Time felt like it was running out. My growing sense of dissatisfaction increased my sense of urgency to see these things.

I’d feel like, “she’s either got to start kicking it up a few notches, or I’m not sure I can continue.” I value marriage and was against divorce. This avoidant wife business troubled me deeply and pushed me to despair.

As I mentioned, talking to my wife about my desire for connection and depth never went well. Wasn’t this supposed to be what a woman wants? Yet, somehow it would turn into me, making her feel like she was a horrible person and never good enough. I quickly learned to shut my mouth because the juice wasn’t worth the squeeze. Hostility seemed to abound wherever and whenever I tried to surface my feelings and desire for more connection!

I tried to just numb those desires, as many men do. I soon realized I was just numbing all of my desires. The heart isn’t compartmentalized. Trying to kill off one part while being alive in the other just didn’t work. I was just left with no passion for anything. Work, family, recreation? Zilch. What a terrible existence that was!

I pondered a change in my convictions. Couldn’t I just get divorced? Of course, that would require the break up of my family. How could I ever look at my children’s faces again and not be undone by their pain? How could I live with myself if I caused generations of dysfunction by making such a decision?

Further, I’d lose everything else I’d worked for – the shared life we made. I’d also be giving up on a lifelong effort to make all this.

For what? So I could speedily find a new woman who can hopefully provide these things… a woman who wants what I want?

Hell Yeah!

Lost of men do this. Close to half, in fact. I have no judgment for what others do or have done, this just wasn’t something I was willing to do.

Til death do us part? Yes, please!

So what does the husband of an avoidant wife like me do in this situation…seriously? I start longing to be a widow or to just die myself. That just seemed like the easiest way out of the mess.

Man, that sounds awful, Sven! You sound like a real asshole.

Yeah, I know it sounds terrible. I’m not proud of it at all!

But my desire for these things was just that strong. Maybe you know exactly what I am talking about? That “I must” intensity to these desires. The feeling that you will die soon or ought to die if you can’t find them.
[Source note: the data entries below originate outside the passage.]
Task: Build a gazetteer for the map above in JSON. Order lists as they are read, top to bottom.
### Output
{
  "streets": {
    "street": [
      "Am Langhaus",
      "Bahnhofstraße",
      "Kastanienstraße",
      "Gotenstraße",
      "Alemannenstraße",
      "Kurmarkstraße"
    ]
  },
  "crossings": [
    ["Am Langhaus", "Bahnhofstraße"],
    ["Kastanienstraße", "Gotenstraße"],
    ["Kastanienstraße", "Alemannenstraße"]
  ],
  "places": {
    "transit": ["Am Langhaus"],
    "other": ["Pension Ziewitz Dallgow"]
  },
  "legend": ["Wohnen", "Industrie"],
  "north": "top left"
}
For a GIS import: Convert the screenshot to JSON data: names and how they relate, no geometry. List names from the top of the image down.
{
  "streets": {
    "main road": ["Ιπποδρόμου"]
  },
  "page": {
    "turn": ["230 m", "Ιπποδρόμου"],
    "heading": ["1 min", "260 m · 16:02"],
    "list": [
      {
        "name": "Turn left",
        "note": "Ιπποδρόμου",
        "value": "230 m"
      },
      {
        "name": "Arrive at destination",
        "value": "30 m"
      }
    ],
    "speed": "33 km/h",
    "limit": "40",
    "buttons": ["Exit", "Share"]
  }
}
That’s just where I was in life. I lived in this spot for a long time – way longer than necessary – because I didn’t know what I know now – that I was the issue.

Turns out, my avoidant wife was actually a gift – perhaps the greatest gift I’d ever experienced as a man!

Guardrails

Fortunately, by the grace of The Creator and having very strong convictions that I spent years developing, I didn’t do anything that caused permanent damage, destruction, or consequences for myself, my wife, or my family.

This was the value of having N.U.T.s for myself – they’re like guardrails – they didn’t make me drive straight and steady on the rough road through the valley of the avoidant wife, but they do a great job of keeping me from veering off the road.

Ownership, responsibility, and humility

A major shift occurred within me. First with taking ownership of everything going on in my life. I had already done this in the areas of vocation, finances, faith, health and wellness, and our children’s education, I/We had experienced mind renewal in many areas of life!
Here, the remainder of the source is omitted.